On the face of it, an overhead visual from AEW Europe at this week’s PERE Europe Summit might have caused alarm among members of the audience hoping to see debt funds continue providing a boost to liquidity in the real estate market.
The chart showed closed-end real estate debt fundraising falling by more than 42 percent from $25.0 billion raised in 2014 to $14.3 billion last year. However, participants on the real estate debt financing panel did not appear unduly worried.
One pointed out that last year’s total was still ahead of the average annual total since 2006, which stands at $11.3 billion. Another said that after the outstanding fundraising years of 2013 and 2014, when a cumulative $42.5 billion was raised, last year represented nothing more dramatic than a pause for breath. The priority now would be finding ways to invest the money already gathered rather than seeking to accumulate yet more of it.
The hope certainly has to be that nothing more troubling explains the apparent drop-off in investor appetite. After all, there is no question that liquidity has been badly affected by the constraints being imposed on the banks by regulators (think Basel III and UK slotting rules, for example), as well as by their own internal credit committees.
In an era of negative interest rates, strong competition to lend and tumbling margins, life for the banks has rarely been tougher. As a consequence, many now opt for the “originate to distribute” model, no longer seeing themselves as the natural long-term holders of debt. From this trend, debt funds have emerged as the new long-term holders and, rather than being in competition with the banks, have developed complementary relationships.
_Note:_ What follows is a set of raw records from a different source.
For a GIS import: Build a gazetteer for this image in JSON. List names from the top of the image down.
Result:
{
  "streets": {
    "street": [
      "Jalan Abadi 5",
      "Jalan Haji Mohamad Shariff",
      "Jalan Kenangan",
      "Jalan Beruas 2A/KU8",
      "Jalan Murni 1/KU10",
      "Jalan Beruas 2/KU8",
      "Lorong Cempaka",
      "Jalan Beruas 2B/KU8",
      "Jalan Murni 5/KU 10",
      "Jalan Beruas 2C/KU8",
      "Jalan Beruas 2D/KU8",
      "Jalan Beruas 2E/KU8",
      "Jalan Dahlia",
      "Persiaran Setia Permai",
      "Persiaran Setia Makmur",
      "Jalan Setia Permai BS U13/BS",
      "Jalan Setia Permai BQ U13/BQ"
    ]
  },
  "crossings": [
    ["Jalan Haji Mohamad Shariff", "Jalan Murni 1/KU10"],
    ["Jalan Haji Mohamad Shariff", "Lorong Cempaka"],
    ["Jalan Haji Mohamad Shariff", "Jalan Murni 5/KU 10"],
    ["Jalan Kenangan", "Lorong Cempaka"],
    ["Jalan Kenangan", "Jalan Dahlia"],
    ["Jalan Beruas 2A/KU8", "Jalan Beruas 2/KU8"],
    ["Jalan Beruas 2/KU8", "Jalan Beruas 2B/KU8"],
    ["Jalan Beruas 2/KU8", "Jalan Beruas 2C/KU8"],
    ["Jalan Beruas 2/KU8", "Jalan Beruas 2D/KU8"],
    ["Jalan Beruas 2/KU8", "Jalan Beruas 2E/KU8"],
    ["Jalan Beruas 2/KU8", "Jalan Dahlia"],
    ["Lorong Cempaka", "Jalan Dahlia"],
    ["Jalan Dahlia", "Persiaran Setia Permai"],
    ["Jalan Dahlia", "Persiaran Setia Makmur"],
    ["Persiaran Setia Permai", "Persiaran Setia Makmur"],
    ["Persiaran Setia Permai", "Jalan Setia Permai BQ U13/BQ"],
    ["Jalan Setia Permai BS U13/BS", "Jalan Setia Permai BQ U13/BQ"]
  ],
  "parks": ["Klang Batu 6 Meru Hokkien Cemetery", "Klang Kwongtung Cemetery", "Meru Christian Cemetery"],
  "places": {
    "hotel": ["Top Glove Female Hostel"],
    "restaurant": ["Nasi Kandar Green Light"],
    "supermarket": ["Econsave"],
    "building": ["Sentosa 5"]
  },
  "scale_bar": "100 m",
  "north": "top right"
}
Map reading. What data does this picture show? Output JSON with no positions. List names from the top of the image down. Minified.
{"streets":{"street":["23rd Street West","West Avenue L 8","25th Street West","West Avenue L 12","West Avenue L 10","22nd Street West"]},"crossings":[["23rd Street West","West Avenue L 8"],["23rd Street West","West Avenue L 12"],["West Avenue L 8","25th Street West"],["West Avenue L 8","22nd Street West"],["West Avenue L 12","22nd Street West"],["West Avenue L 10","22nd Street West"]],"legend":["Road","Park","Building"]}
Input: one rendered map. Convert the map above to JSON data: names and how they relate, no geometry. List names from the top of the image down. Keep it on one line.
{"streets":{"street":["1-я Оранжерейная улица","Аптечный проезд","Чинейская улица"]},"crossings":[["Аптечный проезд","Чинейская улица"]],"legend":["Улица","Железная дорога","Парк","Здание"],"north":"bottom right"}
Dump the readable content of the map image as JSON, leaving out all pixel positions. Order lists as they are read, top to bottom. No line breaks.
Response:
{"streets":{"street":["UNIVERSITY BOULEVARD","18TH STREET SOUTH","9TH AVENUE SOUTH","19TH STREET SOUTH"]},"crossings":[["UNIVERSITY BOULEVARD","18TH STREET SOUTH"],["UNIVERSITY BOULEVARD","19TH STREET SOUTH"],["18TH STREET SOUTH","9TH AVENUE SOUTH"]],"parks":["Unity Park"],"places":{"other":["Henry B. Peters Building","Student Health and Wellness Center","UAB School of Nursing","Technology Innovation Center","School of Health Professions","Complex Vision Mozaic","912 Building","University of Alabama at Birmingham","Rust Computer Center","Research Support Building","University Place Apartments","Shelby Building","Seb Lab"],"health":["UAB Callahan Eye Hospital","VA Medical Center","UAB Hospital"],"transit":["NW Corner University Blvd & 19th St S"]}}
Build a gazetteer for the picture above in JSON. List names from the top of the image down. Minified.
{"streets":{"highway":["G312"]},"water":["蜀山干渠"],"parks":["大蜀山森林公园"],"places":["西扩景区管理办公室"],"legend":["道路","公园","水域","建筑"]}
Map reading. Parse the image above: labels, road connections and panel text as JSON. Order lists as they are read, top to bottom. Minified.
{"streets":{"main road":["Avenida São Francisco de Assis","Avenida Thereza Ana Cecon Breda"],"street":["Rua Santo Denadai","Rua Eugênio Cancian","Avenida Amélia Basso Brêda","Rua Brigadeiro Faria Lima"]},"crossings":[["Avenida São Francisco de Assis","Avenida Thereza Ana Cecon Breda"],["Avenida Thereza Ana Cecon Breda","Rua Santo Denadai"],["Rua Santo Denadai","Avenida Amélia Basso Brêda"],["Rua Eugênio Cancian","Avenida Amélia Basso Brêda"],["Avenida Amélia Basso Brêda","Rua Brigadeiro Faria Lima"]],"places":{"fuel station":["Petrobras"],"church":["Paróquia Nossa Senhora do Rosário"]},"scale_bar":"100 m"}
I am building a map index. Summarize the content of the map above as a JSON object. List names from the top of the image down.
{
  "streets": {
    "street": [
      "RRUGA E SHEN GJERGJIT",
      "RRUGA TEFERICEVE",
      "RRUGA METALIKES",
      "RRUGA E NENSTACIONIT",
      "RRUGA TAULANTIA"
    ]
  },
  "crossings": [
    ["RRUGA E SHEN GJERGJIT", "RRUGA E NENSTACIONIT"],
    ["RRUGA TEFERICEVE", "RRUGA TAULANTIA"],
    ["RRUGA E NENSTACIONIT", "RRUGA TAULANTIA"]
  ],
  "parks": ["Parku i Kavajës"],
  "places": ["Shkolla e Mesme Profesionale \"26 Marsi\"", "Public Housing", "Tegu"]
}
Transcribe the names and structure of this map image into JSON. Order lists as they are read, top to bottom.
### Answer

Moreover, the rise of alternative lenders has been welcomed by regulators – involving as it often does the transfer of risk to organisations better equipped to manage it. In certain niche areas of the market, such as providing finance to small developers – where there is a huge unmet demand and a need for timely execution – the role of alternative providers has been invaluable.
For these reasons, a healthy supply of real estate debt funding is a good thing. But maybe we shouldn’t wish for too much of a good thing. After all, a glut of capital and the fierce competition for deals that would inevitably follow could compress returns and make the funds victims of their own popularity. Perhaps that pause for breath should be welcomed.